Artificial IntelligenceThought Leadership

March 28, 2026

Copilots Everywhere. Autonomy Nowhere.

Mike Borg · 5 min read
Copilots Everywhere. Autonomy Nowhere.

The Gap Between Pilot and Production

The food safety software market has a pattern: every vendor now claims “AI-powered.” But look closer, and the AI stops at the chatbot. It answers questions. It surfaces insights. It recommends actions. Then a person has to go do the work.

We see the same thing across industries. A recent Fluent Commerce survey found that 70% of enterprises are piloting or have partially implemented agentic AI — but only 8% have fully deployed it across operations, and just 5% describe their AI as mature. A Gartner survey tells a similar story: 75% of IT leaders are piloting AI agents in some form, but only 15% are considering or deploying fully autonomous agents.

The bottleneck isn’t model capability. It’s reliable execution across systems.

What This Looks Like in Food Safety

Consider a deviation event in your facility. A temperature excursion is flagged. Someone has to pull the environmental monitoring data, cross-reference the affected product lots, review the corrective action history for that zone, draft a CAPA, route it for approval, update the QMS, and notify the relevant stakeholders. It touches three or four systems, requires judgment, and happens regularly.

You can’t hard-code it because the edge cases vary. So it stays manual.

We see lots of FSQA tools that help people do these workflows faster. But we see very few that can actually run them safely and autonomously end to end. That’s not a failure of imagination — it’s a failure of trust in cross-system execution. And it’s leaving time and money on the table.

The Gap Isn’t Model Capability. It’s Cross-Stack Risk.

Food safety is a “can’t break” environment. Mistakes create regulatory exposure, product holds, recalls, and cascading disruption to your customers.

That’s why food safety systems are designed for control. LIMS, ERP, QMS, supplier portals, and document management systems all enforce boundaries and approvals. The tradeoff is familiar: siloed data, manual handoffs, and slow execution — but the risks stay managed.

The moment an agent acts across systems, hard questions surface. Is the data consistent across platforms? Who’s authorized to approve? What’s safe to auto-run? Can you produce an audit trail? How do you prevent duplicate actions or recover from failures?

Because these questions are difficult, the market has converged on a safer default: copilots that assist and recommend.

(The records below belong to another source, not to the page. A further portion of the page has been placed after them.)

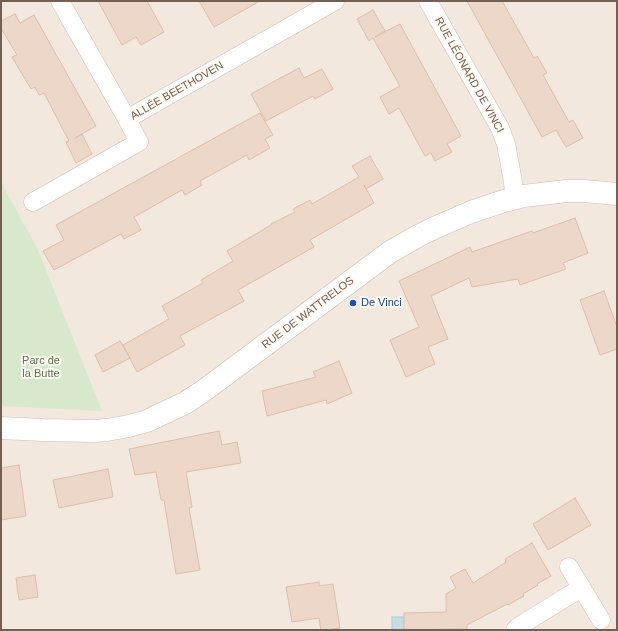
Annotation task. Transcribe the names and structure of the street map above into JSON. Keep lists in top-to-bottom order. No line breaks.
{"streets":{"street":["RUE LÉONARD DE VINCI","ALLÉE BEETHOVEN","RUE DE WATTRELOS"]},"crossings":[["RUE LÉONARD DE VINCI","RUE DE WATTRELOS"]],"parks":["Parc de la Butte"],"places":["De Vinci"]}
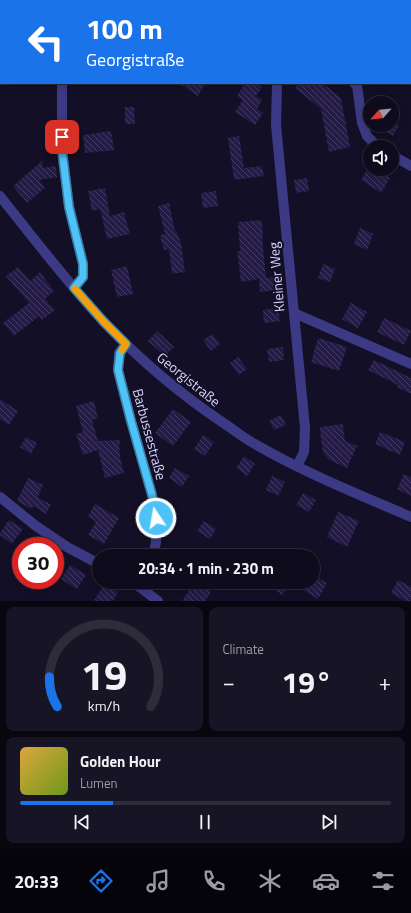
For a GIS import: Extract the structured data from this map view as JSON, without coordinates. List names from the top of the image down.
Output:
{
  "streets": {
    "street": ["Kleiner Weg", "Georgistraße", "Barbussestraße"]
  },
  "crossings": [
    ["Kleiner Weg", "Georgistraße"],
    ["Georgistraße", "Barbussestraße"]
  ],
  "north": "bottom left",
  "page": {
    "turn": ["100 m", "Georgistraße"],
    "limit": "30",
    "trip": "20:34 · 1 min · 230 m",
    "tile": "Climate",
    "heat": ["−", "19°", "+"],
    "song": ["Golden Hour", "Lumen"],
    "tabs": "20:33",
    "gauge": ["19", "km/h"]
  }
}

That’s why “AI-powered” in food safety still mostly means chatbots.

Why “True Autonomy” Can’t Mean “One Platform”

The big LIMS and QMS vendors are pitching a familiar solution: keep it all inside their ecosystem. If the agent operates within a single governed platform, it’s easier to control permissions and audit trails. It’s also a great way to lock in clients.

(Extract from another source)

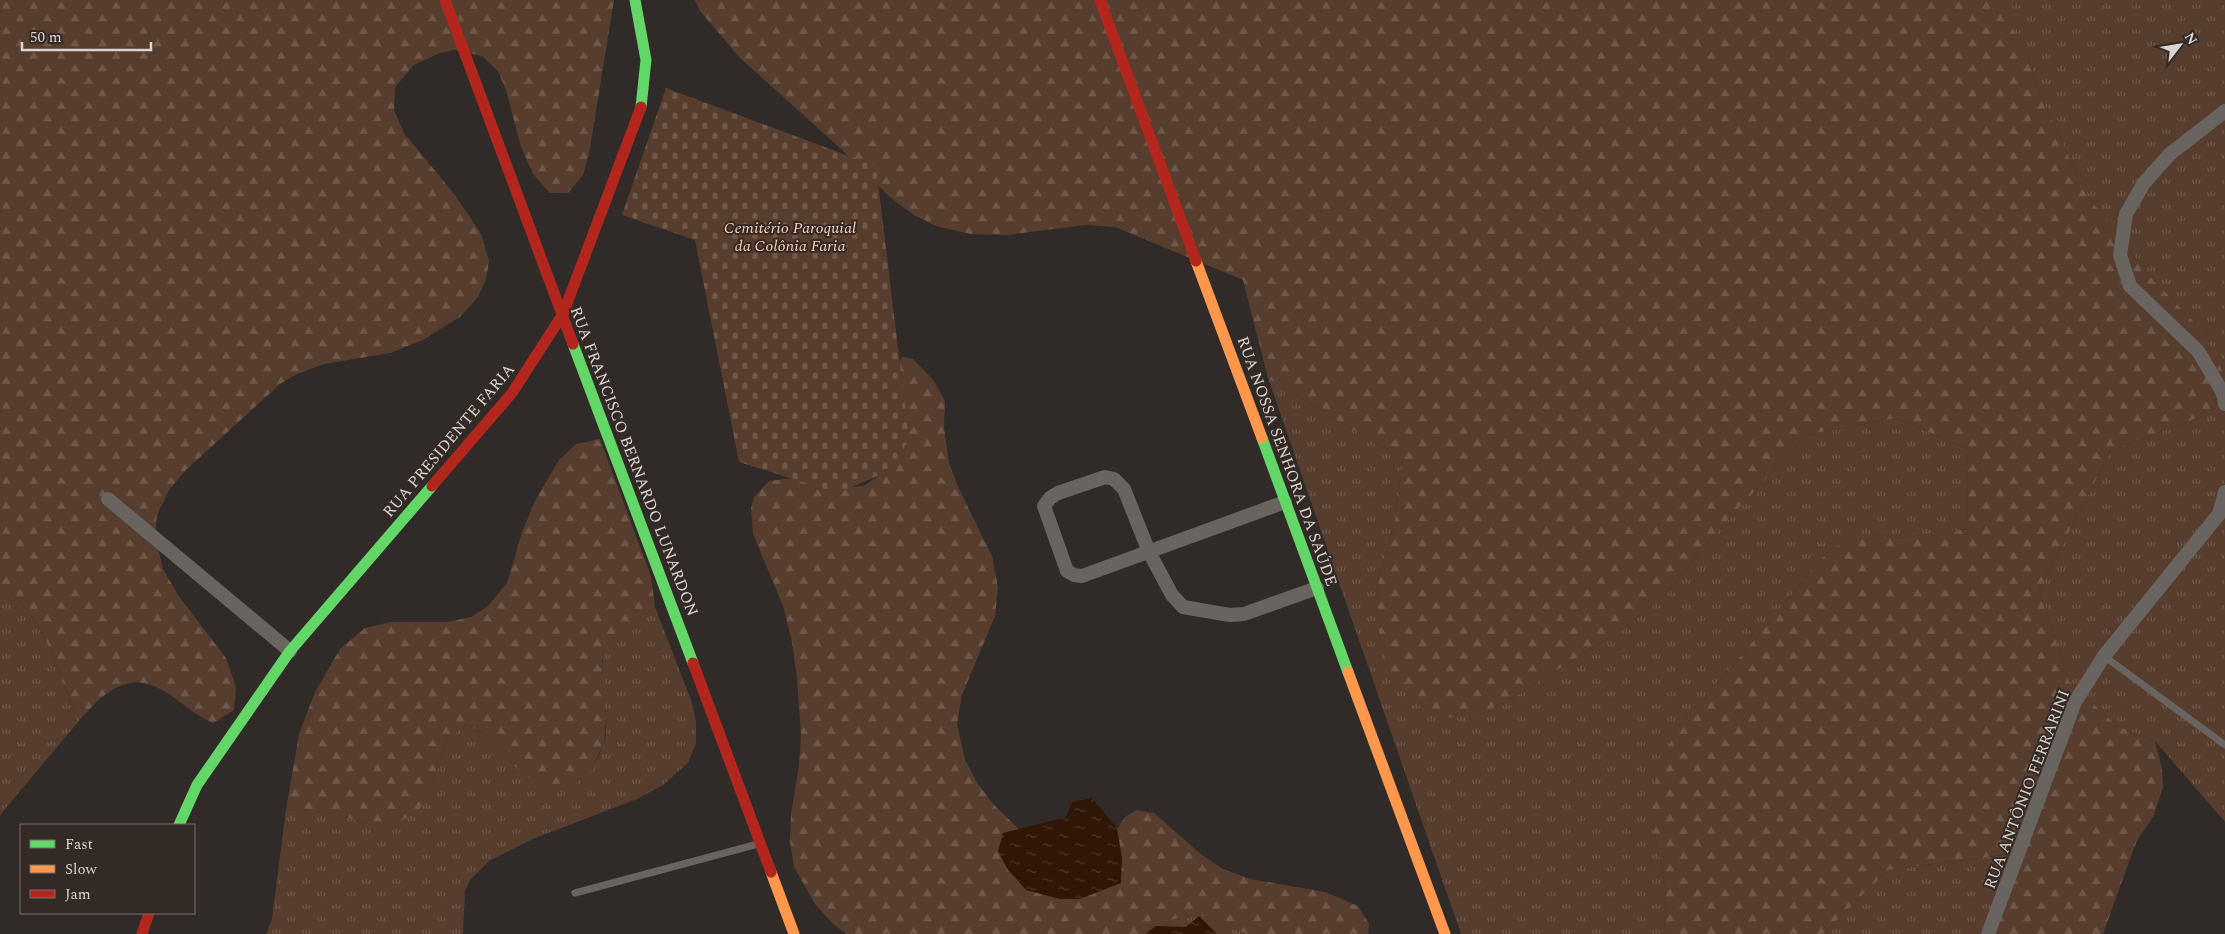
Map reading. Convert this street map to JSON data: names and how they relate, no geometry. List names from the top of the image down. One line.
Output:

But most food companies can’t go all-in on one platform. Real stacks are heterogeneous: systems of record, specialized testing tools, supplier portals, regional variations, acquisitions. So teams leading AI adoption get stuck in a loop:

  1. Pilots prove value
  2. Production demands governance
  3. Governance requires cross-system control
  4. Cross-system control requires expensive, multi-year replatforming
  5. Autonomy stalls

Gartner predicts over 40% of agentic AI projects will be canceled by the end of 2027, with rising costs from legacy system modifications playing a significant role.

The Path Forward: Execution Across Your Existing Systems

If overhauling your systems isn’t the answer, how do you get more autonomy from AI with what you have today?

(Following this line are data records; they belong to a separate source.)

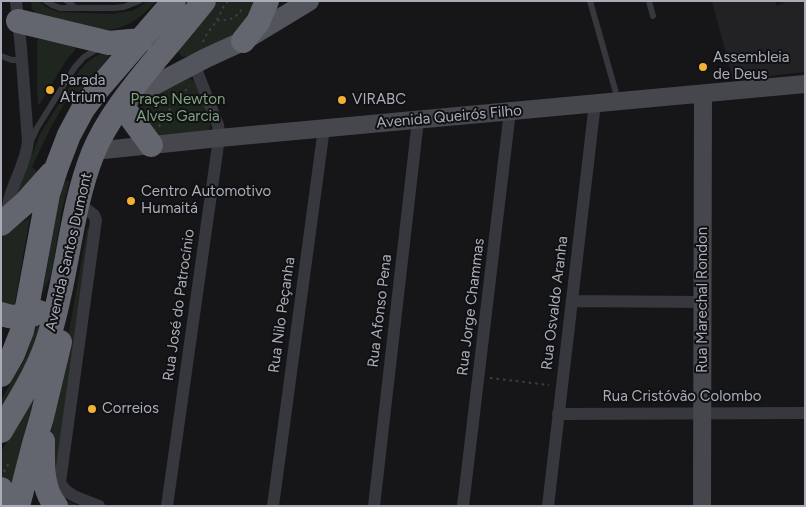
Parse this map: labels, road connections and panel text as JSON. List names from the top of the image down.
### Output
{
  "streets": {
    "highway": ["Avenida Santos Dumont"],
    "main road": ["Avenida Queirós Filho", "Rua Marechal Rondon"],
    "street": [
      "Rua Osvaldo Aranha",
      "Rua José do Patrocínio",
      "Rua Jorge Chammas",
      "Rua Afonso Pena",
      "Rua Nilo Peçanha",
      "Rua Cristóvão Colombo"
    ]
  },
  "crossings": [
    ["Avenida Queirós Filho", "Avenida Santos Dumont"],
    ["Avenida Queirós Filho", "Rua Marechal Rondon"],
    ["Avenida Queirós Filho", "Rua Osvaldo Aranha"],
    ["Avenida Queirós Filho", "Rua José do Patrocínio"],
    ["Avenida Queirós Filho", "Rua Jorge Chammas"],
    ["Avenida Queirós Filho", "Rua Afonso Pena"],
    ["Avenida Queirós Filho", "Rua Nilo Peçanha"],
    ["Rua Marechal Rondon", "Rua Cristóvão Colombo"],
    ["Rua Osvaldo Aranha", "Rua Cristóvão Colombo"]
  ],
  "parks": ["Praça Newton Alves Garcia"],
  "places": [
    "Assembleia de Deus",
    "Parada Atrium",
    "VIRABC",
    "Centro Automotivo Humaitá",
    "Correios"
  ]
}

That’s what we’re building at Index Bio. We give food manufacturers the capability to deploy AI agents that run reliably end to end across existing systems. Pilot quickly. Scale with confidence. Run with governance controls in place. Not a new LIMS. Not a platform consolidation. A way to close the gaps at the edges of your systems.

Focusing on specific processes one by one may not be as glamorous as a single all-encompassing platform. But when agents can actually do the work, the results are significant:

  • Corrective actions drafted, routed, and tracked automatically
  • COAs generated from lab data without manual transcription
  • Deviation triage classified and escalated in minutes, not hours
  • Environmental monitoring trends analyzed and reported continuously
  • Supplier documents ingested, verified, and filed without human touch

Those results don’t come from a new platform. They come from execution that works across the ones you already have.

The Window Is Now

The gap between copilots and true autonomy isn’t going to close itself. Suite vendors might close it for you — if you’re willing to wait years and lock in.

There’s another way. Food safety teams that figure out how to safely run autonomous workflows across their existing systems will be compounding results quarter after quarter, while others are still negotiating roadmaps.